Corporate financing in Europe has been undergoing a significant transformation over the past few years. With increased regulatory and capital requirements putting pressure on banks’ balance sheets, alternative lenders have emerged with sophisticated and flexible solutions aimed at attracting borrowers. As a result, private credit has grown significantly in terms of the number and size of deals.
At Arendt, we have been involved in the growth of the debt fund industry since its inception.
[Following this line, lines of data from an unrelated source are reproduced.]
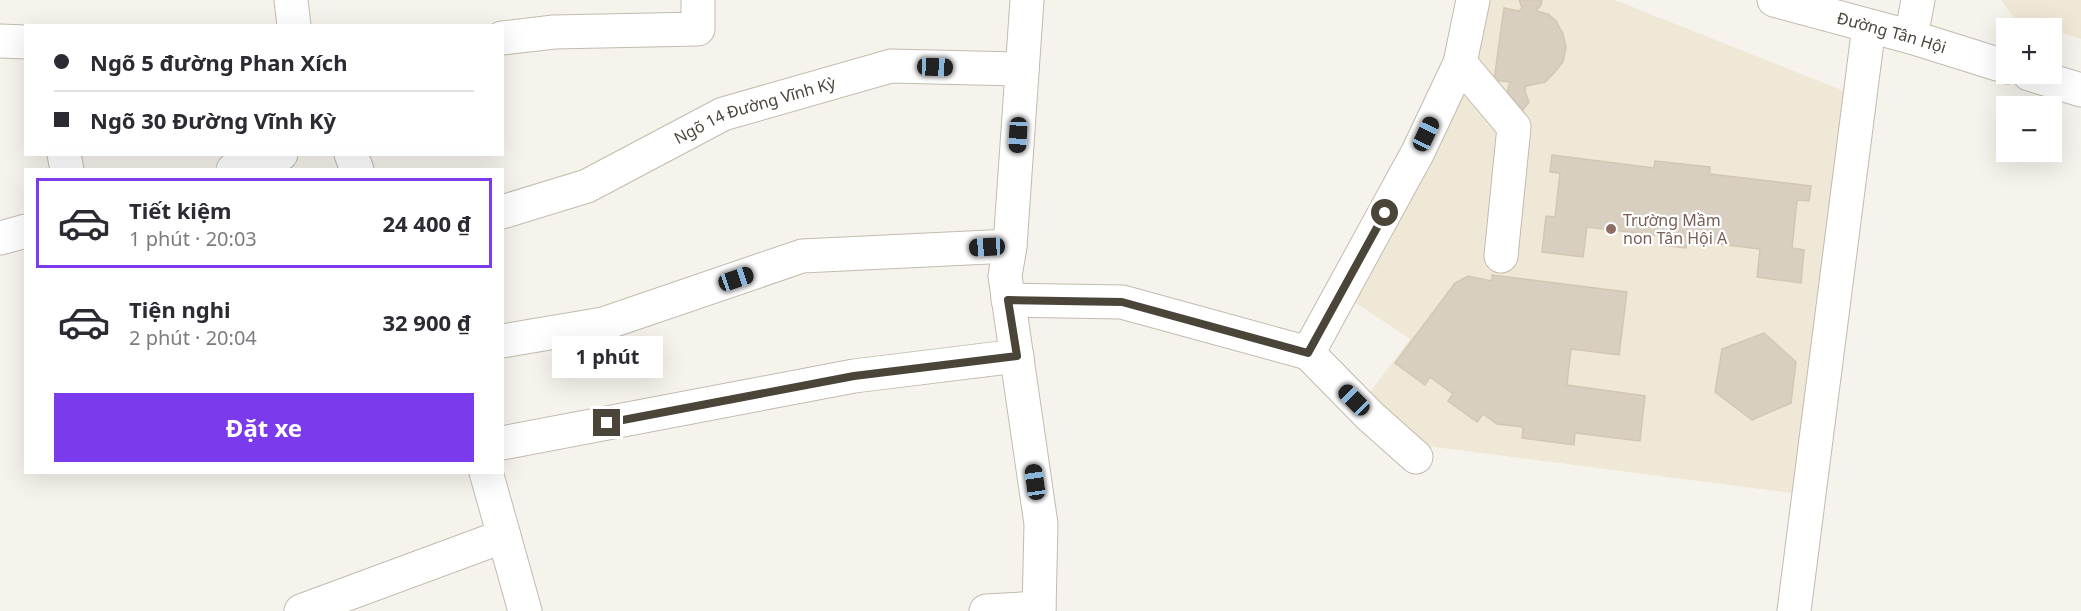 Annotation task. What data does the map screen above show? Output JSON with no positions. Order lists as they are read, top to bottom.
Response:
{
  "streets": {
    "street": ["Đường Tân Hội", "Ngõ 14 Đường Vĩnh Kỳ"]
  },
  "places": ["Trường Mầm non Tân Hội A"],
  "page": {
    "map_buttons": ["+", "−"],
    "banner": ["Ngõ 5 đường Phan Xích", "Ngõ 30 Đường Vĩnh Kỳ"],
    "list": [
      {
        "name": "Tiết kiệm",
        "note": "1 phút · 20:03",
        "value": "24 400 ₫"
      },
      {
        "name": "Tiện nghi",
        "note": "2 phút · 20:04",
        "value": "32 900 ₫"
      }
    ],
    "bubble": "1 phút",
    "buttons": "Đặt xe"
  }
} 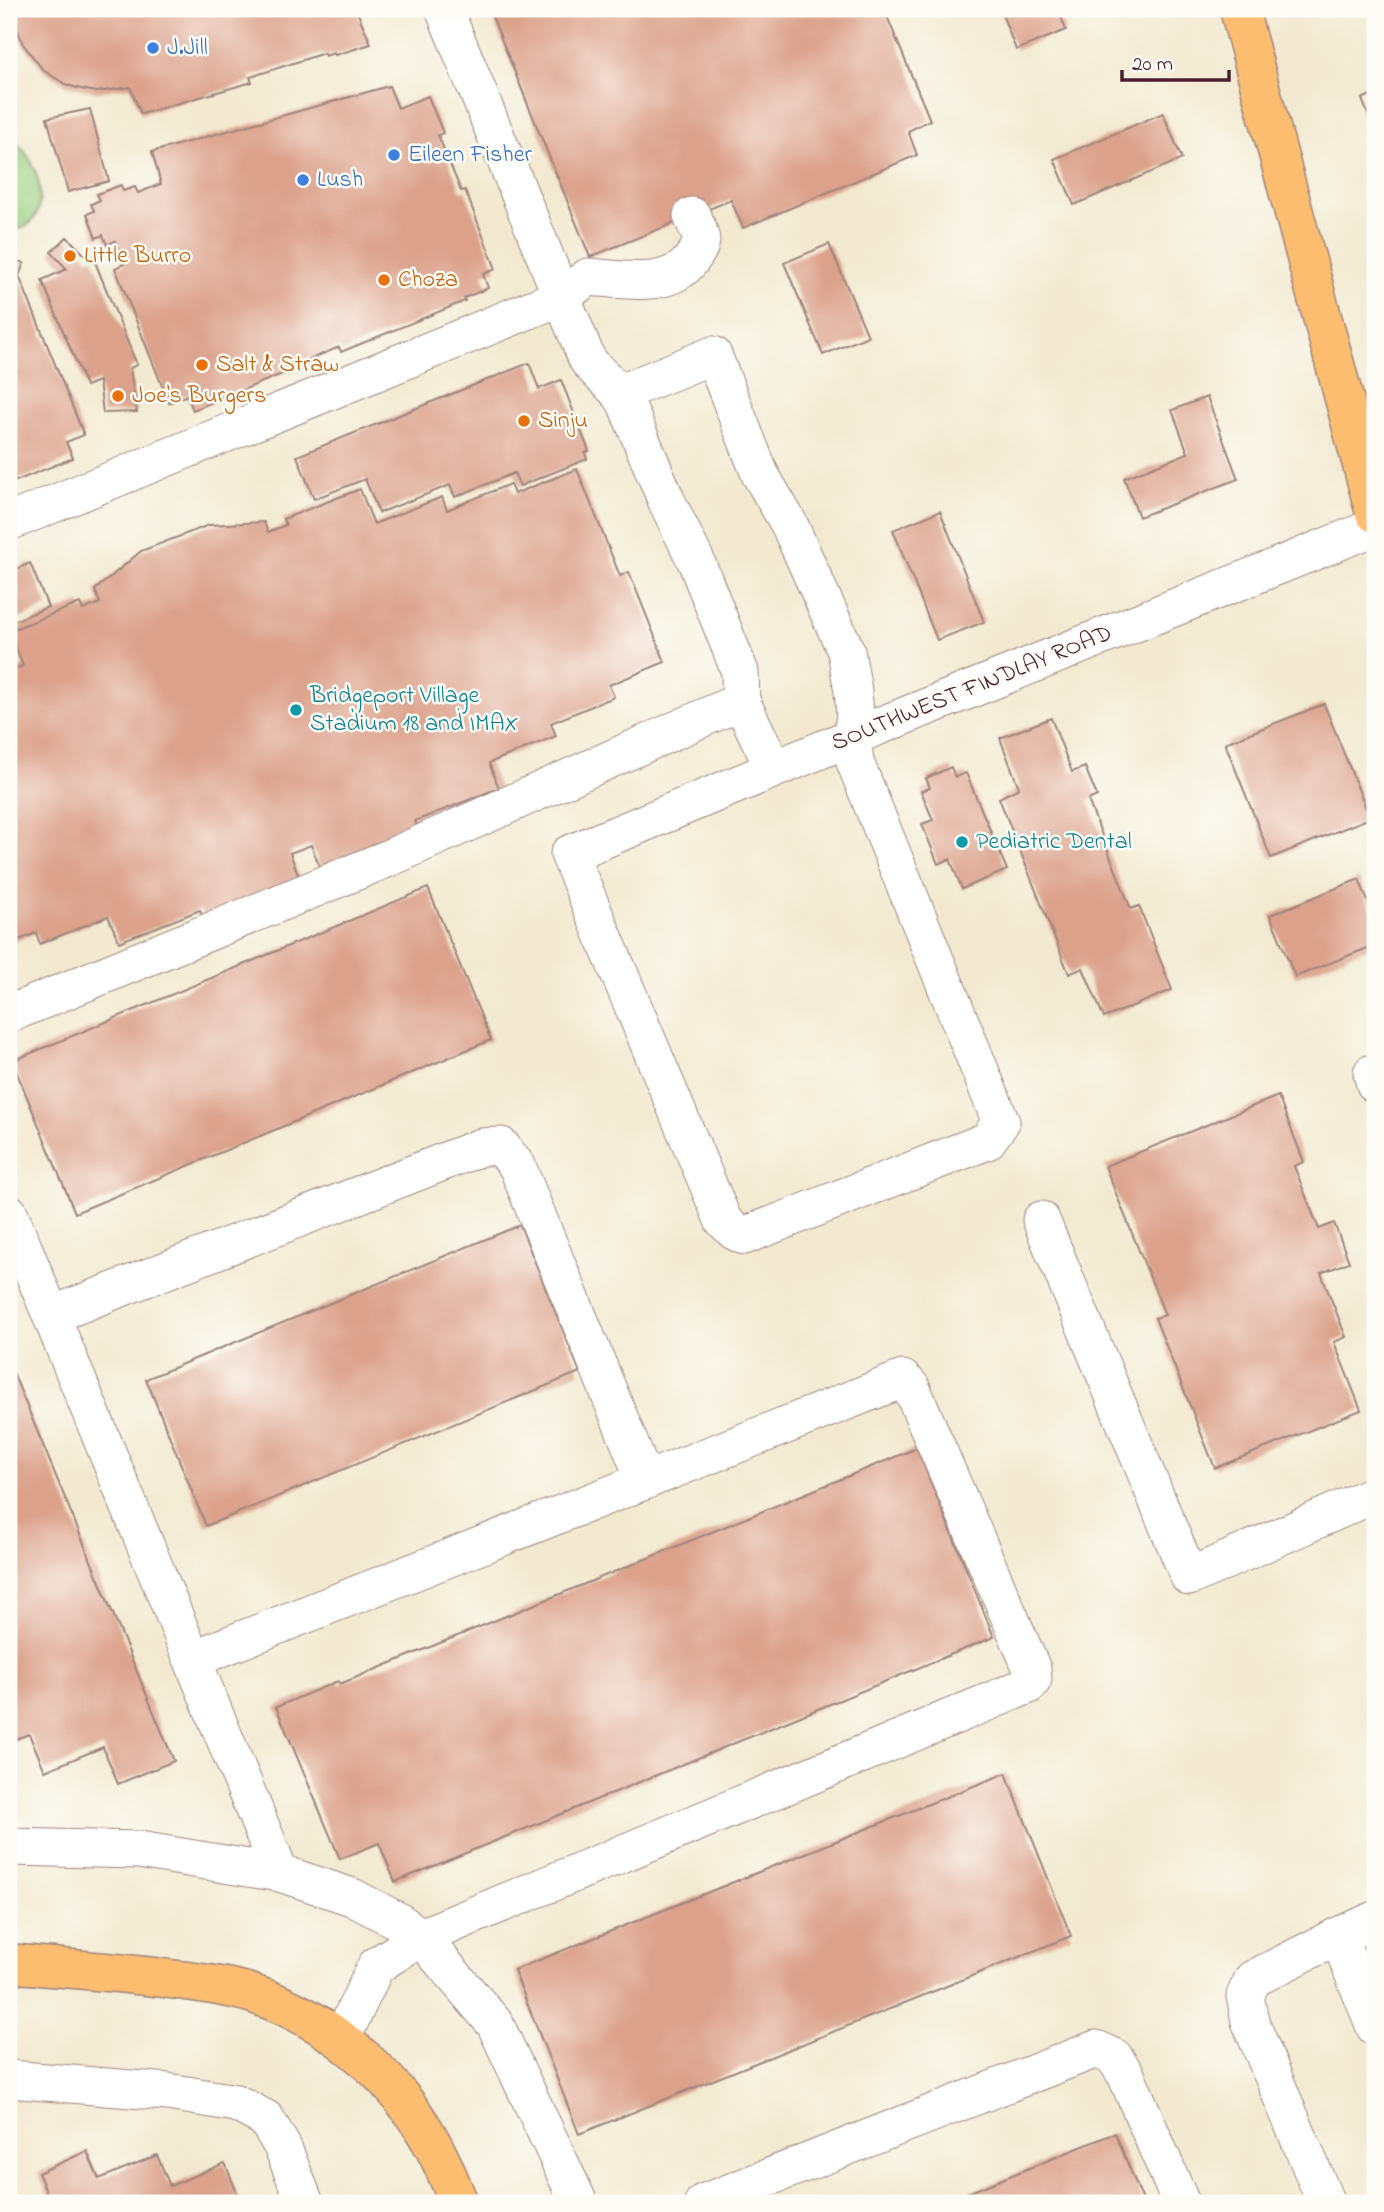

We recognise that debt funds operate differently from standard private equity funds, and the size of our firm has allowed us to create a special team dedicated to the structuring and operation of these funds.
Along with fund formation specialists and regulatory lawyers, we work closely with our tax and finance teams to advise on all aspects of underlying investments.
Through our understanding of the particular characteristics of debt funds, we provide expert advice regarding:
Market practice legal terms, performance-linked fees, duration of the investment period, re-investment and bespoke financial covenants.
Fund financing arrangements to facilitate investment when funds are not yet available, the smooth implementation of follow-on investments, bringing of currency mismatches, and provision of liquidity to cover pending management fees.
VAT-efficient fee structuring.
Impact of the evolving BEPS corporate taxation standards.
Transfer pricing rules.
As an independent law firm, we have close contact with leading specialists in the jurisdictions where borrowers are located, critical to delivering a comprehensive and efficient service to our clients.